Synopsis of a life cut short
7/7/91 - 12/6/98

Shelly was our first child. She was born on July 7, 1991 at Providence hospital in Southfield Michigan. We had moved to Ann Arbor just a couple of weeks earlier. Shelly was a healthy, beautiful and happy baby. At age four months she went on her first trip to Israel. Her grandparents threw a big party in her honor, as their first grandchild. Shelly went back to Israel four additional times, each time for an extended visit. She went to summer camps in Israel, and was fluent in Hebrew.

Shelly on the beach in Israel with Nami, at age 2

A great milestone in Shelly's life was the birth of her little sister, when she was 3 years old. Shelly was delighted to be a big sister, and took that role very seriously.

Shelly enjoyed wearing the same outfits as her sister

In Ann Arbor Shelly went to the Jewish Community Center preschool and at age 5 started Hebrew Day School. In the middle of first grade Shelly was blossoming. She was doing great at school, and was happy to start ballet, music and private art lessons. During the month of January 1998 she complained a few times of seeing double. We took her to the pediatrician on Friday, February 6th, 1998. He sent her to an ophthalmologist and the ophthalmologist to University of Michigan Emergency Room. The CT done that night was read as negative, however, we were instructed to come back for an MRI as soon as possible. On Wednesday, 2-11-98 the MRI was done and Shelly was diagnosed with a brainstem glioma.

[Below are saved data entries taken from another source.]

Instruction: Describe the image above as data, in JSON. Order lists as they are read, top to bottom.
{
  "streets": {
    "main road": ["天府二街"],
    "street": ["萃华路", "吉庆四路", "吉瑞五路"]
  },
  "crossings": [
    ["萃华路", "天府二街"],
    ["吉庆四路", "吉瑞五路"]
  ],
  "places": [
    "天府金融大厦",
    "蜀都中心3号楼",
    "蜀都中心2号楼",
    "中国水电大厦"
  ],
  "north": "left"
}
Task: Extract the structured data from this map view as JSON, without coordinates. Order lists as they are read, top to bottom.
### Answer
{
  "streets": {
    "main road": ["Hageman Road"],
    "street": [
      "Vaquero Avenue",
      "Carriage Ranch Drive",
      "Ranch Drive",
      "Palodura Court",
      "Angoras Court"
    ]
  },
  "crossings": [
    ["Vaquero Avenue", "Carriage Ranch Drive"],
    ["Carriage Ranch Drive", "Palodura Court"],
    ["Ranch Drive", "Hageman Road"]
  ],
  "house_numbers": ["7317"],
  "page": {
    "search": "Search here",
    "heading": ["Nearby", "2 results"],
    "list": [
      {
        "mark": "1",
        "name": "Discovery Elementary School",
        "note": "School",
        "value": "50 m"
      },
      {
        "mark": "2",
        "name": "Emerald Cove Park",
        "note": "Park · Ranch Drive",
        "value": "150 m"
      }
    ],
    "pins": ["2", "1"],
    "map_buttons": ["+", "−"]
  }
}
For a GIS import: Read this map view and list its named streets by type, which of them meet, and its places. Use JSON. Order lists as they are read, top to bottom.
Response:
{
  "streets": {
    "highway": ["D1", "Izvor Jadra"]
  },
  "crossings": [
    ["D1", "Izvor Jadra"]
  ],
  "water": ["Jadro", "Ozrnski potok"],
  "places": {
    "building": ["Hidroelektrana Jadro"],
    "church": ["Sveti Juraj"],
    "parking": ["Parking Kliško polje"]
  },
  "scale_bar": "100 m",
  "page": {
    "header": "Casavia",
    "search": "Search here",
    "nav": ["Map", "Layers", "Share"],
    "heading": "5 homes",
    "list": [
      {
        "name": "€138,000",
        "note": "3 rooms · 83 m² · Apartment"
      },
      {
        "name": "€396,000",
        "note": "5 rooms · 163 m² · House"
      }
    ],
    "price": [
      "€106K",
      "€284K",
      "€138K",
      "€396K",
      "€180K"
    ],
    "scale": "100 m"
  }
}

There is no effective treatment for this particular tumor, even in this day and age. The treatment and prognosis have not changed since the 1960's, when they started treating with radiation. This threrapy, however, is not a cure, it can only extend the lives of patients for 4-6 months at the most.

Howard and I did extensive research in conventional and unconventional medicine, trying to find new therapies with limited toxicity, that may have an effect on the tumor. Shelly went through five treatment modalities: radiation, chemotherapy (combination of Etoposide and Topotecan), differentiating agents: (combination of Phenylbutyrate, Lovastatin and Accutane), another chemo (Temozolomide) and immunotherapy (MTH-68). With the exception of MTH-68, non of these treatments touched her tumor. With the MTH-68 she seemed to have a stabilization and some improvement for a short time. She lost her hair from the chemo, and suffered some nasty side-effects of the steroids. If you are a parent of a child with a brain tumor, and you would like more information on Shelly's treatments, please e-mail me privately.

Shelly was very brave throughout the entire disease process. She did not want to focus on it, she did not want people to give her special attention because of it. She did not let the disease define who she was, even when she was very sick. This is the reason why her clinical history, cancer or brain tumors are not the focus of this web-site.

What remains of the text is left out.